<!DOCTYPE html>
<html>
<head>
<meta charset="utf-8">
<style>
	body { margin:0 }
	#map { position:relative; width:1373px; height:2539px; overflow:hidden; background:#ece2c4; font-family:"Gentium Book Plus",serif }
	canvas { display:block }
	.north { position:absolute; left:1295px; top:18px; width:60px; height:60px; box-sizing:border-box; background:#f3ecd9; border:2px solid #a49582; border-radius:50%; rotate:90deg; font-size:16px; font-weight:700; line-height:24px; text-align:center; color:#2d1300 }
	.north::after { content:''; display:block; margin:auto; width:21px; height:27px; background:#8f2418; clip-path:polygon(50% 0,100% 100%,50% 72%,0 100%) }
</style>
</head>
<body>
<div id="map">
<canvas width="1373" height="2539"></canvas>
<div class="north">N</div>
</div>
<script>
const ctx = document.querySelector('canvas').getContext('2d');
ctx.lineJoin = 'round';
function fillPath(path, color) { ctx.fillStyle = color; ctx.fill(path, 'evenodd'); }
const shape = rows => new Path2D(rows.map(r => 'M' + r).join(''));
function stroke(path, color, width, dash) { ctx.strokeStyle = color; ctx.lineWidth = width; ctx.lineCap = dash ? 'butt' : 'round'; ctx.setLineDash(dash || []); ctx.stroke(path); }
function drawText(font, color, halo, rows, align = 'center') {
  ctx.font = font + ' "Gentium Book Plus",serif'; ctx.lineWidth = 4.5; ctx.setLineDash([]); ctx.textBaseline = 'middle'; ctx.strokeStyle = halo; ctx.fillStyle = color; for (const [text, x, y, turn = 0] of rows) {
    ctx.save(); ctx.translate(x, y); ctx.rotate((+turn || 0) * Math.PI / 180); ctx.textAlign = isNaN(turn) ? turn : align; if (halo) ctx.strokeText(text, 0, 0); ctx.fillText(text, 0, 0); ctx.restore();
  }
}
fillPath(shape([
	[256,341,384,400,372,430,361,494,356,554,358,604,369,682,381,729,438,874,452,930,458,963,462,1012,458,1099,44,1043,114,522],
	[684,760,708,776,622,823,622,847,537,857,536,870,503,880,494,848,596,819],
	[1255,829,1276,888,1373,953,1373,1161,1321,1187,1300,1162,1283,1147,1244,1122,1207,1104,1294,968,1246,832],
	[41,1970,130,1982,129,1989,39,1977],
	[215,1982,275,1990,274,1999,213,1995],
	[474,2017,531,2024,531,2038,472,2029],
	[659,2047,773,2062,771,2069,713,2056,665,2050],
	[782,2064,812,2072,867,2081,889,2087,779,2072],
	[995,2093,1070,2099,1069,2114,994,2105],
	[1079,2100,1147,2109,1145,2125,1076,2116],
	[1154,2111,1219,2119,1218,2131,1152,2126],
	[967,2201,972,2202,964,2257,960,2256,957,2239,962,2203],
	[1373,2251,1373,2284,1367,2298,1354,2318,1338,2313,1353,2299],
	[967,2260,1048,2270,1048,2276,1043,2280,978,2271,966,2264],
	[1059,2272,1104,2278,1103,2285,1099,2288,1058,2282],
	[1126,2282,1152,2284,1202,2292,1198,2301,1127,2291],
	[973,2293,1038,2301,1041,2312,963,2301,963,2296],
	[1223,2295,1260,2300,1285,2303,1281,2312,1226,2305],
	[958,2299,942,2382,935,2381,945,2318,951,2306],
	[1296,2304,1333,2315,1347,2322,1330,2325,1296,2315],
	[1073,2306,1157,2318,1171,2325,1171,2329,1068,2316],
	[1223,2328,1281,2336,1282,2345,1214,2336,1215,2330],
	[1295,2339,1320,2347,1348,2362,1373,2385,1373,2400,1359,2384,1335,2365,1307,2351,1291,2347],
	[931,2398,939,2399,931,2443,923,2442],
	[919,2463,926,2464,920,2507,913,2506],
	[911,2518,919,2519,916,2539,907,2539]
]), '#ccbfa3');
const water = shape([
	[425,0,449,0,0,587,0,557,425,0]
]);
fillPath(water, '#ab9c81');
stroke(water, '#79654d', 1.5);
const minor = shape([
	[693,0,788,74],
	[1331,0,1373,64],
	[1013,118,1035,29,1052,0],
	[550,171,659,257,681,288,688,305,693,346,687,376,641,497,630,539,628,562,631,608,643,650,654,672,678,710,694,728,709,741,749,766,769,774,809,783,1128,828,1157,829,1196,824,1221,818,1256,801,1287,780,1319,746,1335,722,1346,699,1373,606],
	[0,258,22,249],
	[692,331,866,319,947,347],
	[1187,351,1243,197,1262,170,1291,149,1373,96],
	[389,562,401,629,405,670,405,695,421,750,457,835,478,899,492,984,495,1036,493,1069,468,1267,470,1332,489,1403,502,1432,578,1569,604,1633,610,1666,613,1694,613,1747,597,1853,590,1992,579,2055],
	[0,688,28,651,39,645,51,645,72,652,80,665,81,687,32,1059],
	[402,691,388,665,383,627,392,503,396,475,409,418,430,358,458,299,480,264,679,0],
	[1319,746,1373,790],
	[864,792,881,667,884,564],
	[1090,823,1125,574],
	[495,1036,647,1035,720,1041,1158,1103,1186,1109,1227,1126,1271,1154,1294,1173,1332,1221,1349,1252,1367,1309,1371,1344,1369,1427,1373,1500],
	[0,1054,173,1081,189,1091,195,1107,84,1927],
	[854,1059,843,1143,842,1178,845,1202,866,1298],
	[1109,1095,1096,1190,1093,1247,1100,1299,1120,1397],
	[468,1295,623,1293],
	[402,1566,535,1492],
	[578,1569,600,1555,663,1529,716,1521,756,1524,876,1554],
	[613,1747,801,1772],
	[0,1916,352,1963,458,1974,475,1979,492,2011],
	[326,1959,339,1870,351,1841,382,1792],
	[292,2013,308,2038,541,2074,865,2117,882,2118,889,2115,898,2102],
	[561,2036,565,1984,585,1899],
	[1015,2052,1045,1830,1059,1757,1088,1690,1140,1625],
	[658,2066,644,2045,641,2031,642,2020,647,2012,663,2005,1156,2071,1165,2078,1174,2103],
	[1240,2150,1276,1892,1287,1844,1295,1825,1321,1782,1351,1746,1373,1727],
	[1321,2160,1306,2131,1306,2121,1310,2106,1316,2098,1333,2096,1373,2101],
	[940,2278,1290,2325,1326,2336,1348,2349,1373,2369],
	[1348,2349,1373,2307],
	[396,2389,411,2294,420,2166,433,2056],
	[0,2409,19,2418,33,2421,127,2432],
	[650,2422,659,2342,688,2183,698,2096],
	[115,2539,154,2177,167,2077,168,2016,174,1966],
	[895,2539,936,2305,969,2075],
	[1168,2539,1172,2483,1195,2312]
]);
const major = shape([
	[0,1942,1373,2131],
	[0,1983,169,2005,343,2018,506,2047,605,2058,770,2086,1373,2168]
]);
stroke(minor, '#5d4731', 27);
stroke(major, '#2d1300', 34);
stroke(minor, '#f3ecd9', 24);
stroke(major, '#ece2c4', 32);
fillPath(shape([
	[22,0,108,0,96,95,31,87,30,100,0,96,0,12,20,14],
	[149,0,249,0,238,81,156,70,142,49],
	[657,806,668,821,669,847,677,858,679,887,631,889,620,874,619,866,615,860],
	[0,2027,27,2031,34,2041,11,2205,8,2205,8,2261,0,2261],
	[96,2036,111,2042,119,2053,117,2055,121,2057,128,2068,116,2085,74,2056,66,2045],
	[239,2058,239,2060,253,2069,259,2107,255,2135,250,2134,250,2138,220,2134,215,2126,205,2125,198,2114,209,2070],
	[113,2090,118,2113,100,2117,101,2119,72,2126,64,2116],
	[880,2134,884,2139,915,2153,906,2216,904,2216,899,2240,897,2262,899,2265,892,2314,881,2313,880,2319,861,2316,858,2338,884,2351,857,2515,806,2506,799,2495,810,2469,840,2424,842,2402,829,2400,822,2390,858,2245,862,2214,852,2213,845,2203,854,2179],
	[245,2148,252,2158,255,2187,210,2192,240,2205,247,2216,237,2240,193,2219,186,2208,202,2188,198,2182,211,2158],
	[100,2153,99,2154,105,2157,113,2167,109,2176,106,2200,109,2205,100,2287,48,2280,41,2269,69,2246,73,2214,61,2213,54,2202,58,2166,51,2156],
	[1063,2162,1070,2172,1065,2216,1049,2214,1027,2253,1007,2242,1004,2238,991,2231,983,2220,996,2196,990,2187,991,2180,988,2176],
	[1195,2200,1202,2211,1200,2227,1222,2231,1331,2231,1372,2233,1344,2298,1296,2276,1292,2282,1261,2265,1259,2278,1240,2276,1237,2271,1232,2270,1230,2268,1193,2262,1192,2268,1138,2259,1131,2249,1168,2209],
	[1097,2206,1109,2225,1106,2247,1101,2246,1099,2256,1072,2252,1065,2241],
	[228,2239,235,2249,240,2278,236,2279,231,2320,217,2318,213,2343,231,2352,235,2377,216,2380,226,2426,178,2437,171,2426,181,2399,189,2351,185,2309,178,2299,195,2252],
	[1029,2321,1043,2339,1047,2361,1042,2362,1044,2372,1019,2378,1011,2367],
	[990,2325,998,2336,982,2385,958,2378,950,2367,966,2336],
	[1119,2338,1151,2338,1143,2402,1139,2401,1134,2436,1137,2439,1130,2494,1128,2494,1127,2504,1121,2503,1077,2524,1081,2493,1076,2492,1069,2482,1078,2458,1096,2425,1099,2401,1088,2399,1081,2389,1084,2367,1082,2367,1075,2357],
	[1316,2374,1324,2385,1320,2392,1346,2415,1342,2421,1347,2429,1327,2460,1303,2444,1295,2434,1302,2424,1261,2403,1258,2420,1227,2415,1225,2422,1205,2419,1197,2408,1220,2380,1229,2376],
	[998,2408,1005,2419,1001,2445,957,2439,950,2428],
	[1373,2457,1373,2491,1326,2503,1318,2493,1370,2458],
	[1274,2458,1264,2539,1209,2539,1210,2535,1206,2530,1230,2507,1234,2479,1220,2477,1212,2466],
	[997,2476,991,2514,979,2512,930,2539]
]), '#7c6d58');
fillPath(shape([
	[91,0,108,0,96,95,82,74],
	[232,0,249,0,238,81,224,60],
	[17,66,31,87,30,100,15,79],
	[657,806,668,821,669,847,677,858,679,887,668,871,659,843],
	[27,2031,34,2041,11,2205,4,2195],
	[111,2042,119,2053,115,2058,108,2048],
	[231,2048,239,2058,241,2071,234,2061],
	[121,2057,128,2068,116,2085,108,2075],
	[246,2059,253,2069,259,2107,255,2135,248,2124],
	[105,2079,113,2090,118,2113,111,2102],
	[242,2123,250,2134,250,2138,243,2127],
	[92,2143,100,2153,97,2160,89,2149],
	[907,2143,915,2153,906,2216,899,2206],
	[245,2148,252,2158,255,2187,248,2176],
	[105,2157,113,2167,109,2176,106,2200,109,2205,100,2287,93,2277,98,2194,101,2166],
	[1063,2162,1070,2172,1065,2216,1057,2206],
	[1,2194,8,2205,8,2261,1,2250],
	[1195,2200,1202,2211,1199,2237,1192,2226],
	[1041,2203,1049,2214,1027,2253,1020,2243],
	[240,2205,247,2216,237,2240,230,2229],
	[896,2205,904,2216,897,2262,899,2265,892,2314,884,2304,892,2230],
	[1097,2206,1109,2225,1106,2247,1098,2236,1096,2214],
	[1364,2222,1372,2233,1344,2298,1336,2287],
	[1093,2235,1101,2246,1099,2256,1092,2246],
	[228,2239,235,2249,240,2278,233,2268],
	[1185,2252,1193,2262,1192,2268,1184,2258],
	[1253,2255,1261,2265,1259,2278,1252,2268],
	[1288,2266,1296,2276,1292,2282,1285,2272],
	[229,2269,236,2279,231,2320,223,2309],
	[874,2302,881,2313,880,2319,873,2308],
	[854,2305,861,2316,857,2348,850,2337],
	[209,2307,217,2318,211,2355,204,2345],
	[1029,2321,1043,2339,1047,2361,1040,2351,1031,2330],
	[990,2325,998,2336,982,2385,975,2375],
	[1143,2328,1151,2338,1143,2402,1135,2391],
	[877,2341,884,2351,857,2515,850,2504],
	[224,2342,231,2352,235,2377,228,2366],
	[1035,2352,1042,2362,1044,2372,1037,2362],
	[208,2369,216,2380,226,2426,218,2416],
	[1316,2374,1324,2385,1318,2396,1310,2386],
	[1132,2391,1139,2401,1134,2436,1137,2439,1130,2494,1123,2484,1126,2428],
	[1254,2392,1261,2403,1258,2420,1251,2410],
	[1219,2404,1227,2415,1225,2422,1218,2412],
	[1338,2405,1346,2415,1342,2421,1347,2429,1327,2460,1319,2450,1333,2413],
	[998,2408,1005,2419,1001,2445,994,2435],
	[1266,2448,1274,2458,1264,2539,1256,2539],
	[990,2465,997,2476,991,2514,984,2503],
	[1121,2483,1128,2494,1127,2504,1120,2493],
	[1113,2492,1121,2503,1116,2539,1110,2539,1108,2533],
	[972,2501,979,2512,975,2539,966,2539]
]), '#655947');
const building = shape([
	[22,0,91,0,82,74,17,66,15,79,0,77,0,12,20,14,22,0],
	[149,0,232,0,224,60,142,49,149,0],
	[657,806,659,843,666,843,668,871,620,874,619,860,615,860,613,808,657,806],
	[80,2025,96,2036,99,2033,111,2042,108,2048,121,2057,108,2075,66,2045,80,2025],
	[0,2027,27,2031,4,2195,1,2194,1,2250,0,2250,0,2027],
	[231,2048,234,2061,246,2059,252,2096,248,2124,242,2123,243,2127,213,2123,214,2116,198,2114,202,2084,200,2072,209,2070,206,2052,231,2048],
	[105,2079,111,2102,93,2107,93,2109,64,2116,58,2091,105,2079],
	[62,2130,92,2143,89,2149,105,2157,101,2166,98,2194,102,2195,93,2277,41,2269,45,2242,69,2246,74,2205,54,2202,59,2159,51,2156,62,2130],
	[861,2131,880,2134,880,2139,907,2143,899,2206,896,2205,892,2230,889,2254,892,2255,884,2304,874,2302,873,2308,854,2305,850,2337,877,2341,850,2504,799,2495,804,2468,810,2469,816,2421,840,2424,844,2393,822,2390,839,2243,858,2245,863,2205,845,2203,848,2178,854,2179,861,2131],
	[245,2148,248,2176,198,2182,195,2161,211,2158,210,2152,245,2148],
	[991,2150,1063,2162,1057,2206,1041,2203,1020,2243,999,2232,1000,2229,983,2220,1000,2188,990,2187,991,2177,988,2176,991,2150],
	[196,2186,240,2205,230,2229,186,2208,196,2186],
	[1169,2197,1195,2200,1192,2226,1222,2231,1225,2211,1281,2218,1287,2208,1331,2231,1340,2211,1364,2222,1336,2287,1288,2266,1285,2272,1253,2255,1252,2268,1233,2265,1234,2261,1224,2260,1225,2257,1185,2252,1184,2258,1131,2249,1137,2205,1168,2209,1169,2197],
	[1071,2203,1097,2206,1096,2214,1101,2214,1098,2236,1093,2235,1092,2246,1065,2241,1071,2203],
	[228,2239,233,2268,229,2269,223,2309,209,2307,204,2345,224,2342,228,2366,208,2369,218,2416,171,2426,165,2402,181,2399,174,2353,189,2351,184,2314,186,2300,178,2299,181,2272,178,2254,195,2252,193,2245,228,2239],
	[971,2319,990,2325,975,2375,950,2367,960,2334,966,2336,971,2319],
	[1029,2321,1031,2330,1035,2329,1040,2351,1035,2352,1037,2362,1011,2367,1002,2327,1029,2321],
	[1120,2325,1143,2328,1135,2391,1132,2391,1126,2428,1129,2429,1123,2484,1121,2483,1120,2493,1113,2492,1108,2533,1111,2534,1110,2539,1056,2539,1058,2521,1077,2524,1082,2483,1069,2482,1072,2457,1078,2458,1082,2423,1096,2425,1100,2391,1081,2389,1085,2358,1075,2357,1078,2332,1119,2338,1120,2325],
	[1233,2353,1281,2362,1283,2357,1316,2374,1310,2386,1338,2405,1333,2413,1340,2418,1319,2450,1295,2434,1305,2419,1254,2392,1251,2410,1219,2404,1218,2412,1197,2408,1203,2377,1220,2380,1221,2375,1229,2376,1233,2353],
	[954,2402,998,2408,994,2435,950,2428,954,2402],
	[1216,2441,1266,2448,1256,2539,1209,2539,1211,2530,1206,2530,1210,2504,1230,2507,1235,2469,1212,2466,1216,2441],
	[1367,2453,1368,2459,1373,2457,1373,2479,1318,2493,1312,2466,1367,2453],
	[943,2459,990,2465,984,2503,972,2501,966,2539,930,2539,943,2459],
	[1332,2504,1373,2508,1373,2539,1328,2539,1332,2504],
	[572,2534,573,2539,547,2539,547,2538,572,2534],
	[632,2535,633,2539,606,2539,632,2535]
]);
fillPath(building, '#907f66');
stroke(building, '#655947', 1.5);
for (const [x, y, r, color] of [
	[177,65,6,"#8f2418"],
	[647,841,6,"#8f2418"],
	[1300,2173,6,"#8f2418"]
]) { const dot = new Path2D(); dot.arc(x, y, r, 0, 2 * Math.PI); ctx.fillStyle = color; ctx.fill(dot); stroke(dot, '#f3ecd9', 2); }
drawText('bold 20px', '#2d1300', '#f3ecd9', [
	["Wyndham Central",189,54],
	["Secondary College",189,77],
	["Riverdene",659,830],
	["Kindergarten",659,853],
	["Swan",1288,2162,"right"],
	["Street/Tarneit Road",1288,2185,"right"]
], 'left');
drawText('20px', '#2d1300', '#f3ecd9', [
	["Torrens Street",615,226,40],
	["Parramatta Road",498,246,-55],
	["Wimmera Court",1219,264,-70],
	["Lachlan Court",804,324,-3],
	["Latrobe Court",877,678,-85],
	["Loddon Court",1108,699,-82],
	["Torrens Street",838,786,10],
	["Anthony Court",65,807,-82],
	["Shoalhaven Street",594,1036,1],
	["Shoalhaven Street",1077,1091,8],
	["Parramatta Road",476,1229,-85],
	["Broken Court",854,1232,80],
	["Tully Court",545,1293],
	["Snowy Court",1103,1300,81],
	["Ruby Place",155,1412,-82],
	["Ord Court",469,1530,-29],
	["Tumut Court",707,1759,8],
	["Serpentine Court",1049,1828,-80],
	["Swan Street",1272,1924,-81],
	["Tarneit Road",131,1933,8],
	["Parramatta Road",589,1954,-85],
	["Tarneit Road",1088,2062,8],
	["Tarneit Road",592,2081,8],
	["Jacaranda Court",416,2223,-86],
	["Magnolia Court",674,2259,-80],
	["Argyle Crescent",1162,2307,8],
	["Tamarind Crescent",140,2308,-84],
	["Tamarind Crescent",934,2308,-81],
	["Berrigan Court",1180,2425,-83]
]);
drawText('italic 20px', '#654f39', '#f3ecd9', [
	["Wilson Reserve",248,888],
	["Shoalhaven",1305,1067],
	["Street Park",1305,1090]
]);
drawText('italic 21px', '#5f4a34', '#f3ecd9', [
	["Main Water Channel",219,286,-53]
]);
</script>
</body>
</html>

+ + + + + + +

## [WORK TO COMPLETE]
Only lines with the word "lineWidth" are wanted; pull each of them from the records.

## [RESULT FOR THIS EXERCISE]
function stroke(path, color, width, dash) { ctx.strokeStyle = color; ctx.lineWidth = width; ctx.lineCap = dash ? 'butt' : 'round'; ctx.setLineDash(dash || []); ctx.stroke(path); }
  ctx.font = font + ' "Gentium Book Plus",serif'; ctx.lineWidth = 4.5; ctx.setLineDash([]); ctx.textBaseline = 'middle'; ctx.strokeStyle = halo; ctx.fillStyle = color; for (const [text, x, y, turn = 0] of rows) {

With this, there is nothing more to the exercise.